[Start of Attachment]

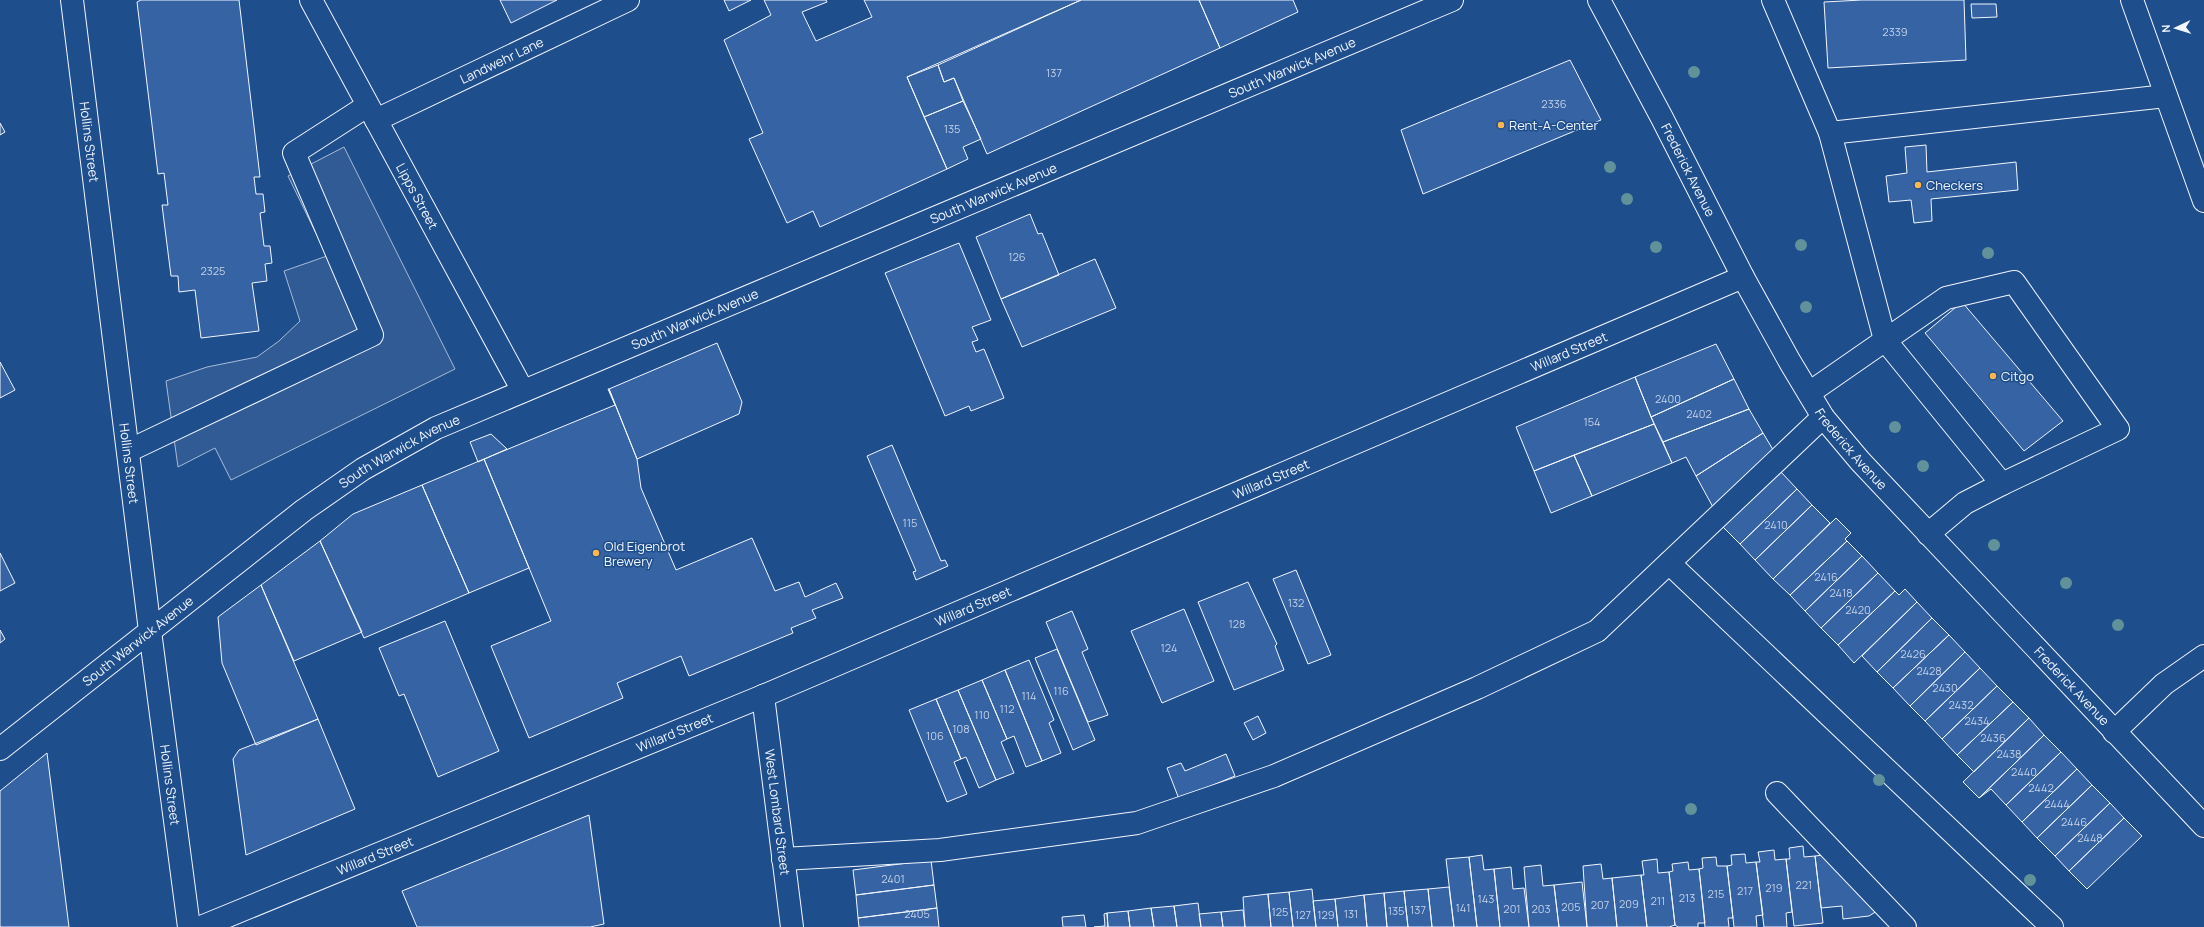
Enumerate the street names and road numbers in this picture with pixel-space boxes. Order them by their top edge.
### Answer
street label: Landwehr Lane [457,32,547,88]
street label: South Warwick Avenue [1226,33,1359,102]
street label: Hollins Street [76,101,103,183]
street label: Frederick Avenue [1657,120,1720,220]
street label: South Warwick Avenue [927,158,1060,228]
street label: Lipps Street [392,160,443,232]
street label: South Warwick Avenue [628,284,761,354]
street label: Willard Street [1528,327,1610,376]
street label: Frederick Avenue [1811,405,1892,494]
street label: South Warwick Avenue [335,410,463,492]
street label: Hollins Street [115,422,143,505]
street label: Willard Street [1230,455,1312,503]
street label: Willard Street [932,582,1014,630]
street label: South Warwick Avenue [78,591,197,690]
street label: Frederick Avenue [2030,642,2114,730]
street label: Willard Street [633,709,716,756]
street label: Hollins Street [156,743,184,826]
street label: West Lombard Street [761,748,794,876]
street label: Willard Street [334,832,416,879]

[End of Attachment]

• _Exercise details_
Extract the full listing above verbatim; pictures are to be left out of the copy.

• _Solution for this task_
Enumerate the street names and road numbers in this picture with pixel-space boxes. Order them by their top edge.
### Answer
street label: Landwehr Lane [457,32,547,88]
street label: South Warwick Avenue [1226,33,1359,102]
street label: Hollins Street [76,101,103,183]
street label: Frederick Avenue [1657,120,1720,220]
street label: South Warwick Avenue [927,158,1060,228]
street label: Lipps Street [392,160,443,232]
street label: South Warwick Avenue [628,284,761,354]
street label: Willard Street [1528,327,1610,376]
street label: Frederick Avenue [1811,405,1892,494]
street label: South Warwick Avenue [335,410,463,492]
street label: Hollins Street [115,422,143,505]
street label: Willard Street [1230,455,1312,503]
street label: Willard Street [932,582,1014,630]
street label: South Warwick Avenue [78,591,197,690]
street label: Frederick Avenue [2030,642,2114,730]
street label: Willard Street [633,709,716,756]
street label: Hollins Street [156,743,184,826]
street label: West Lombard Street [761,748,794,876]
street label: Willard Street [334,832,416,879]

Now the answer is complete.